First, the judge in the case had to essentially shut down one particular witness as he explained the bribes and payoffs to Mexican officials, top Mexican law enforcement officers and even the president elect of Mexico. Ruh roh….lots of money, lots of bribes and lots of denials. So…the judge had to hold and redact some testimony on sidebars to keep it from the jury.
“I’m not sure, but it was a few million dollars,” Zambada Garcia replied. “It was paid to him because it was said he was going to be the next secretary of security, and if so it would be for our protection.”
Within minutes, Gabriel Regino Garcia, a professor of criminology at the National Autonomous University of Mexico, tweeted out a fierce denial.
“It’s false that during my exercise of public service, I received any bribe from on behalf of the witness Jesus Zambada,” he wrote.
Lopez Obrador is the president-elect of Mexico.

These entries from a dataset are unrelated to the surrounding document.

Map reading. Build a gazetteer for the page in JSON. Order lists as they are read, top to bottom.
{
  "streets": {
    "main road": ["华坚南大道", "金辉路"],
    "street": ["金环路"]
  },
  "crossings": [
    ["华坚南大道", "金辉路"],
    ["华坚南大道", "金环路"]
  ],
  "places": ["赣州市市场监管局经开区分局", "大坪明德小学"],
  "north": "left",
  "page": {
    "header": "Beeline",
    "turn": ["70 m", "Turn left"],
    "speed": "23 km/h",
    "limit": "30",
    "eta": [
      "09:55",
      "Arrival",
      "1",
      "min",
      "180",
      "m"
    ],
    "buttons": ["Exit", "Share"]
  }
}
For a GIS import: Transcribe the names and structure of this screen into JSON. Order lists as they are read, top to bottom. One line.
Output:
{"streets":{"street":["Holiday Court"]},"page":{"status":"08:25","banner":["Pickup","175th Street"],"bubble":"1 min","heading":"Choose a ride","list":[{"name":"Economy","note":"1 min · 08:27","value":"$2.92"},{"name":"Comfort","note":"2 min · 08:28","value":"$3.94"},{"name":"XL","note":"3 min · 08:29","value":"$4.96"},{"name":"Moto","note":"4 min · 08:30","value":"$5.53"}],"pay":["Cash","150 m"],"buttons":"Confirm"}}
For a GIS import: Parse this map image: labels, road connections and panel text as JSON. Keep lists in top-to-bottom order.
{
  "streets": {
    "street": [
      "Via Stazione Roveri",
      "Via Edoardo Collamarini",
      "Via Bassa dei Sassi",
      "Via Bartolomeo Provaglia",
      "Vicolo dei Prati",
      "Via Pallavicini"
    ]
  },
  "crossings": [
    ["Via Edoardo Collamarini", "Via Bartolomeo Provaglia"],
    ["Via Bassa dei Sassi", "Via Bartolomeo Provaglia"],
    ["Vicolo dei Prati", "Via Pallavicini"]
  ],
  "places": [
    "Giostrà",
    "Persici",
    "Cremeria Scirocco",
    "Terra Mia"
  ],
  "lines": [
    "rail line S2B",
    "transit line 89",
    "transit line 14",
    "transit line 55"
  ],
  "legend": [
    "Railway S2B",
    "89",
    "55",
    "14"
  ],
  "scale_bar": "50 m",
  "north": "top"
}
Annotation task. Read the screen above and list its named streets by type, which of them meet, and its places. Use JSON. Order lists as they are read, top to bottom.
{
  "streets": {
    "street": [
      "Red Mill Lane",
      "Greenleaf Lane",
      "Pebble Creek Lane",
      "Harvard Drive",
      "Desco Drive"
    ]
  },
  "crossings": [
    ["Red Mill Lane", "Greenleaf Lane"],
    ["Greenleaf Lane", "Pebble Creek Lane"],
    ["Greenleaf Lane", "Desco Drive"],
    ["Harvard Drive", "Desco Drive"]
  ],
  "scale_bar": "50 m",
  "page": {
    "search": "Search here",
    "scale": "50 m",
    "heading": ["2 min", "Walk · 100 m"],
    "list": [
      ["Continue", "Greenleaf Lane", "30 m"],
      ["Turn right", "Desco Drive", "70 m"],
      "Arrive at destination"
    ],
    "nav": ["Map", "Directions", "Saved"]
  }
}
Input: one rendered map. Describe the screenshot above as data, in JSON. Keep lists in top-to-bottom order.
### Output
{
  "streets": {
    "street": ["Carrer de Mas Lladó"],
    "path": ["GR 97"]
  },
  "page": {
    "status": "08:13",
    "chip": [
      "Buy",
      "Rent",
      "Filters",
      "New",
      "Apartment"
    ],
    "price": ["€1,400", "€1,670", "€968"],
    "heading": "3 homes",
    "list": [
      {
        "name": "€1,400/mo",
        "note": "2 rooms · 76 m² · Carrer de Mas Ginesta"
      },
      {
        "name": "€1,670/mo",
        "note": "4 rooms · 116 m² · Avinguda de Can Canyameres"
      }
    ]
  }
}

It’s not the first time Guzman’s lawyers have sought to paint Mexican politicians as corrupt, nor fought with the court over what role that alleged corruption can play in their case. Defense attorney Jeffrey Lichtman was warned to steer clear of it in the second half of his opening statements last week, and Cogan ruled to curtail what Purpura could ask about corruption Tuesday in his cross-examination of Zambada Garcia.
“Individuals and entities who are not party to this case would face embarrassment and harassment if this information were made public,” Cogan told the court Tuesday morning. He ruled that the entire half-hour sidebar would be kept out of the public record, and that prosecutor’s motion to exclude such testimony would be redacted before it was entered. More here.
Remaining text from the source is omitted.